The College of Traditional Chinese Medicine, in 2014, began to offer the Doctor of Acupuncture and Oriental Medicine (DAOM) program to provide licensed acupuncturists with diverse opportunities for advanced classroom and clinic study and research in Acupuncture and Oriental Medicine. The DAOM program focuses on advanced clinical specialties, integration and collaboration in Acupuncture and Oriental Medicine and Western Biomedical knowledge, modalities, and skills.

===Dual-degree program===
Texas Health and Science University also offers a dual-degree program in which students may study for both a Master of Acupuncture and Oriental Medicine and the Master of Acupuncture and Tui Na from Zhejiang Chinese Medical University. The Texas Health and Science University was selected by Zhejiang Chinese Medical University (ZJCMU) in China as their partner school in the spring of 2011 principally because the traditional Chinese medicine curriculum of the Texas Health and Science University is very similar to the traditional Chinese medicine curriculum that is taught in China. Students who have graduated from THSU and passed the acupuncture certification and licensure board exams may travel to China to defend their thesis and to complete a one-month internship at the Zhejiang Chinese Medical University Hospital. Successful students will receive an additional Master of Acupuncture and Tui Na degree from Zhejiang Chinese Medical University.

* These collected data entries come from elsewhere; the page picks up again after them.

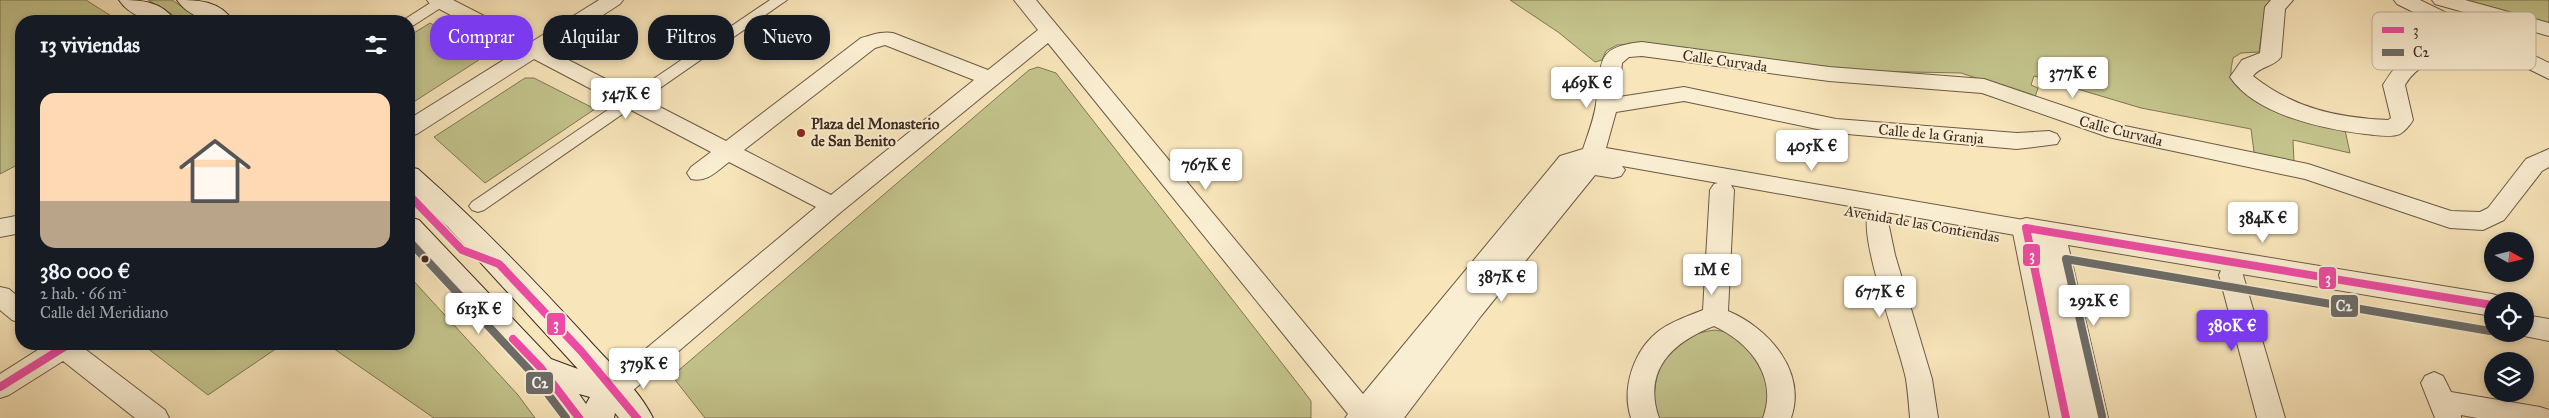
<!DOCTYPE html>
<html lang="es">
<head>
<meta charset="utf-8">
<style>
  :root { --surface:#171b24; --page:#242831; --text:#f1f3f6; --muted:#9ea1a6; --line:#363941; --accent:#7c3aed }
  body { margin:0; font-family:"IM FELL Great Primer",serif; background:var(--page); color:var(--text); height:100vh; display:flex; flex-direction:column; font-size:19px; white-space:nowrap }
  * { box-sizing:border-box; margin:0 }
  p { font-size:16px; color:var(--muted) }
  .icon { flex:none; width:28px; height:28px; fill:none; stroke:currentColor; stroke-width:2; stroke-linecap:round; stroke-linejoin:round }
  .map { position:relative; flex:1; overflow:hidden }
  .details { position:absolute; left:15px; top:15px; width:400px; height:335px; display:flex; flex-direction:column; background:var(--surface); border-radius:20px; box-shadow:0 2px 8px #0003 }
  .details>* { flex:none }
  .banner { position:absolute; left:430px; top:15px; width:475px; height:45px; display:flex; gap:10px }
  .needle { width:32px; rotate:98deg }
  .tools { position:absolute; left:2484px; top:232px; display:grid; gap:10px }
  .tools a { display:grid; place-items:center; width:50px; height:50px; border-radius:50%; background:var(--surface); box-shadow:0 2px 8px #0003; font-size:25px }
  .price { position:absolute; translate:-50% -42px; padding:0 11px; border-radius:5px; background:#fff; color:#222; font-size:16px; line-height:32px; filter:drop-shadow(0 1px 2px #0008) }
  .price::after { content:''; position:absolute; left:50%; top:30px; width:15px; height:11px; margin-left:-8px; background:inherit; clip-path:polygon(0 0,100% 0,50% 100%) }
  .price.current { background:var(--accent); color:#fff }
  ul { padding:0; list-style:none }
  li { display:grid; align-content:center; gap:10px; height:265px; padding:0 25px }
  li+li { border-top:1px solid var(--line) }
  li span { display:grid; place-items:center; height:155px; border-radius:15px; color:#555 }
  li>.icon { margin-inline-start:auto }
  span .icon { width:90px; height:90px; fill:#fffc; stroke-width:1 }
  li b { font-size:21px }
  h2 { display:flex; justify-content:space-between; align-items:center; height:60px; padding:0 25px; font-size:21px }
  .pill { padding:0 18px; border-radius:20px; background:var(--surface); box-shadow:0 2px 8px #0003; font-size:18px; line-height:45px }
  .pill.current { background:var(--accent); color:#fff }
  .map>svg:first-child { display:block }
  .green { fill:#c3c38b; stroke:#807654 }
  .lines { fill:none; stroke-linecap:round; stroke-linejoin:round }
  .pedestrian-casing { stroke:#6b5945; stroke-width:2 }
  .minor-casing { stroke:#6b5945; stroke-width:2 }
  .tertiary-casing { stroke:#6b5945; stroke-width:2 }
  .secondary-casing { stroke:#3c2a1e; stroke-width:2 }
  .pedestrian { fill:#faeed2; fill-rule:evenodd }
  .minor { fill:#faeed2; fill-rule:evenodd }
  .tertiary { fill:#faeed2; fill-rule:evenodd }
  .secondary { fill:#faeed2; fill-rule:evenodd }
  .bus-1-casing { stroke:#faeed2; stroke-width:11 }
  .bus-2-casing { stroke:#faeed2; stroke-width:11 }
  .bus-1 { stroke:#ee4ba4; stroke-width:8 }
  .bus-2 { stroke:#6c6c69; stroke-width:8 }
  .poi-dot { fill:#8f2418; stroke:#faeed2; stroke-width:2 }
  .bus-dot { fill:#3c2a1e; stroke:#faeed2; stroke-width:2 }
  .labels { text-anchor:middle; stroke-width:4; stroke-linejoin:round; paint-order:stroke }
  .street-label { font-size:15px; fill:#3c2a1e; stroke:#faeed2 }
  .poi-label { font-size:15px; font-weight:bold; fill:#3c2a1e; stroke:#faeed2; text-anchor:start }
  .key { fill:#faeed2; stroke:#c1b39c; stroke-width:1 }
  .key-label { font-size:14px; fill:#3c2a1e }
  .line-badge { stroke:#faeed2; stroke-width:2 }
  .badge-label { font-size:14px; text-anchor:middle; font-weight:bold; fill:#fff }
</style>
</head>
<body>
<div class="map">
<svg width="2549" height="418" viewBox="0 0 2549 418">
  <rect width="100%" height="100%" fill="#f8e5ba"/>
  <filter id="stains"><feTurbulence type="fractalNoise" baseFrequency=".004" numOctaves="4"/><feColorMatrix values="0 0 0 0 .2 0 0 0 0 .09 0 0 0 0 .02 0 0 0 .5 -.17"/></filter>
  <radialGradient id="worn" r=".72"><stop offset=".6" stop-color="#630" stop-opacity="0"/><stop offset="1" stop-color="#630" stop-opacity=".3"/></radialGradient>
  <path class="green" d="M0 0H86L119 21H21V163L0 174Z
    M148 0H172L204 21H183Z
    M1510 0H2273L2265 9 2259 52 2241 53 2233 58C2231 71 2228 76 2238 86L2302 120 2345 130 2350 153 2293 140 2294 162 2258 154 2254 152 2251 129 2141 108 2034 76 2031 85 2038 88 2035 97 1961 73 1862 71 1740 58 1636 44 1617 45 1606 51 1602 60 1595 62 1558 32Z
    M2463 0H2549V24Z
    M430 23 488 54 409 105V36Z
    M1038 67 1056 73 1302 389 1311 401V418H705L672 376 1029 70Z
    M525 78H534L595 109 485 183 434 137Z
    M409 276 518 395 535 418H434L327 344H409Z
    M1715 330 1726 332 1760 356 1770 398 1764 418H1657C1647 374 1667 335 1715 330Z
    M142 344H283L208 395Z"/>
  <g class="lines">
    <g class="pedestrian-casing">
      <path id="pedestrian" d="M435 0H453L414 25 409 27V21H402Z
        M770 0H787L484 210 478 212 472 210 469 206 472 202Z"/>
    </g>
    <g class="minor-casing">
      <path id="minor" d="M427 0H453L533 41 599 0H623L620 4 549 50 726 141 861 38C872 35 882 31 893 33L988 70 1038 30 1014 0H1036L1363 394 1560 156 1583 149C1588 134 1594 119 1596 104 1603 63 1593 47 1642 42L1829 67 1984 79 2120 125 2308 164 2451 211 2480 212 2488 208 2526 159 2549 149V167L2542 171 2504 220 2483 230 2450 228 2305 179 2108 137 1982 93 1829 81 1642 56 1629 57 1622 63 1619 97 1684 87 1836 119 2017 133 2049 131 2057 134 2060 139 2057 144 2017 149 1836 133 1684 101 1616 112 1606 148 2035 222 2038 228 2035 234 2026 237 1886 212 1895 255 1932 379 1938 418H1910C1909 405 1908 392 1906 379 1900 348 1856 233 1869 211L1872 210 1731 185 1734 190 1728 311C1769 328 1807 372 1791 418H1763C1778 378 1751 343 1714 326 1673 342 1642 370 1659 418H1631C1621 388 1634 349 1660 330 1673 321 1688 316 1703 310L1710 190 1714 184 1718 183 1622 166 1625 170 1621 176 1613 178 1595 175 1481 316 1404 418H1345L1348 414 1048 43 841 212 624 398 615 401 606 398 602 390 606 382 816 207 729 162C717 171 707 183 691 179L687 173 691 167 711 152 534 59 417 134 409 136V119L518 51 430 4ZM885 45 974 80 831 195 744 150 875 48Z
        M2271 0H2293L2285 9 2281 57C2274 67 2260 66 2253 76 2293 108 2338 118 2388 120L2391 118 2383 85C2406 47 2422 50 2462 40L2469 42 2473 47 2469 52C2443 58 2420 60 2405 85L2413 120C2410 125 2405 131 2400 134 2390 138 2376 135 2365 134 2324 129 2255 115 2230 77L2242 60 2260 53 2265 7Z
        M2394 0H2420L2549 63V79L2397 4Z
        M2432 0H2465L2549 23V36L2435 4Z
        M21 215V233L0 237V219Z
        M2231 266 2240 268 2243 275 2285 418H2257L2219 275 2222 268Z
        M0 287 9 289 21 299V323L12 320 0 310Z
        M47 344H82L81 346 165 410 169 418H135L63 361 9 395 0 398V374Z
        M2434 372 2443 376 2451 392 2540 407 2549 410V418H2477L2461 415V418H2435L2421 383 2425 376Z"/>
    </g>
    <g class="tertiary-casing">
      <path id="tertiary" d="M2026 218 2492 294 2502 297 2505 301H2492V316L2068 245 2108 418H2050L2012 228 2016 221Z
        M2525 315 2549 319V341L2514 334H2525Z"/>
    </g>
    <g class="secondary-casing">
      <path id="secondary" d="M119 0C141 0 162 1 175 21 154 22 132 19 119 0Z
        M177 0C199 0 220 1 233 21 212 22 190 19 177 0Z
        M409 167 418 169C479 223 534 280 588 339 610 364 638 388 653 418H619L615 413 614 418H561L529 375 409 244V217L419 220 551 359 578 369 448 227 409 191ZM579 394 590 397 586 404Z"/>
    </g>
    <use href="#pedestrian" class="pedestrian"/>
    <use href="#minor" class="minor"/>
    <use href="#tertiary" class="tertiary"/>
    <use href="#secondary" class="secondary"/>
    <g class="bus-1-casing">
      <path id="bus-1" d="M409 195 462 250 499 264 581 351 637 418
        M513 339 540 367 579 418
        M0 387 69 344
        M2066 418 2026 228 2492 305"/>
    </g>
    <g class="bus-2-casing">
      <path id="bus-2" d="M409 241 532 373 566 418
        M2102 416 2066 259 2490 331"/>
    </g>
    <use href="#bus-1" class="bus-1"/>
    <use href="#bus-2" class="bus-2"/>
  </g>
  <circle class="poi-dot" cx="801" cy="133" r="5"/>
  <circle class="bus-dot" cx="425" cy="259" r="4.5"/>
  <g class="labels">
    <g class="street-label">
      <text transform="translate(1725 61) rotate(8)" y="5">Calle Curvada</text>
      <text transform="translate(2121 131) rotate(14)" y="5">Calle Curvada</text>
      <text transform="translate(1931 134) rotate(5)" y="5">Calle de la Granja</text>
      <text transform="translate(1922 224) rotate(10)" y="5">Avenida de las Contiendas</text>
    </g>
    <g class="poi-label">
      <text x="811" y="129">Plaza del Monasterio<tspan x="811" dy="17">de San Benito</tspan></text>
    </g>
  </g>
  <rect x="2372" y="12" width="164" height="58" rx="8" class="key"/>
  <rect x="2382" y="27" width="22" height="6" fill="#ee4ba4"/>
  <rect x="2382" y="49" width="22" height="7" fill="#6c6c69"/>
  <g class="key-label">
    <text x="2413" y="35">3</text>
    <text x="2413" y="57">C2</text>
  </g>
  <g class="line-badge">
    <rect x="2022" y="243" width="19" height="24" rx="5" fill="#ee4ba4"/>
    <rect x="2318" y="266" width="19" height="24" rx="5" fill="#ee4ba4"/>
    <rect x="2330" y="294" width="29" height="24" rx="5" fill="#6c6c69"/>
    <rect x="546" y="312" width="20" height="24" rx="5" fill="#ee4ba4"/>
    <rect x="525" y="371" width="29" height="24" rx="5" fill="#6c6c69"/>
  </g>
  <g class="badge-label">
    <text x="2032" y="260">3</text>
    <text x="2328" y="283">3</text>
    <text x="2344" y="311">C2</text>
    <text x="556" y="329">3</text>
    <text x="540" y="388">C2</text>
  </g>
  <rect width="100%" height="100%" filter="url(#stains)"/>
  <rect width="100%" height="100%" fill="url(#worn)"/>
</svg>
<div class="tools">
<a><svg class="needle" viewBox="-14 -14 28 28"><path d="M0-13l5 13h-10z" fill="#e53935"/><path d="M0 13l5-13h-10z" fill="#9ea1a6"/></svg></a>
<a><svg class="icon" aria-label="locate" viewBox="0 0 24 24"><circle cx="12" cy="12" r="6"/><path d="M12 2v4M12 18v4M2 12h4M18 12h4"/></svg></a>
<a><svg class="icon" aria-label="layers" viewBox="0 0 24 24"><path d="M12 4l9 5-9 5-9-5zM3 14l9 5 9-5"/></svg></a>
</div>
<b class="price" style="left:2073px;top:99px">377K €</b>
<b class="price" style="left:1587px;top:109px">469K €</b>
<b class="price" style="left:626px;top:120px">547K €</b>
<b class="price" style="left:1812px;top:172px">405K €</b>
<b class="price" style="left:1206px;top:191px">767K €</b>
<b class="price" style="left:2263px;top:244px">384K €</b>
<b class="price" style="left:1712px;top:296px">1M €</b>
<b class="price" style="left:1502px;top:303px">387K €</b>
<b class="price" style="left:1880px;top:318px">677K €</b>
<b class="price" style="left:2094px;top:327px">292K €</b>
<b class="price" style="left:479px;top:335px">613K €</b>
<b class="price current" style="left:2232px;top:352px">380K €</b>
<b class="price" style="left:644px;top:390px">379K €</b>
<div class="banner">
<a class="pill current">Comprar</a>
<a class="pill">Alquilar</a>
<a class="pill">Filtros</a>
<a class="pill">Nuevo</a>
</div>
<section class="details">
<h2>13 viviendas<svg class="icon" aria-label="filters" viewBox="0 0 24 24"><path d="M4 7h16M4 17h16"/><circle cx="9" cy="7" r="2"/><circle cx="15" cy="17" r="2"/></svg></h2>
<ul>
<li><span style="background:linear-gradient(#ffd9b3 70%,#b9a48a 0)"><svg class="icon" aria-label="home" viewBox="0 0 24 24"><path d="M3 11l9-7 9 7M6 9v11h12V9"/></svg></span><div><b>380 000 €</b><p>2 hab. · 66 m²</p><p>Calle del Meridiano</p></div></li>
</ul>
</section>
</div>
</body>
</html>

===Continuing education===
The Continuing Acupuncture Education programs at THSU have been approved as Professional Development Activity (PDA) points for NCCAOM re-certification, and as CAE approved courses for re-licensure, by the Texas State Board of Acupuncture Examiners. Each CAE weekend at THSU provides all of the coursework that is required for re-licensure for one year.

==Students==

===Student body===
One-fifth of the student population speaks and or reads Chinese Mandarin as well as English.

===Student Association===
The Student Association plans and coordinates community service events, hosts guest seminars, manages the student break room, and serves as a liaison between the student body and the THSU administrative staff. The Student Association also coordinates the events of the student organizations, which include the Golden Chamber Society (gardening), the Qi Gong Club (exercise), and the Calligraphy Club (art).

===Alumni===
More than five hundred students have graduated from the Texas Health and Science University since the first graduation in 1992.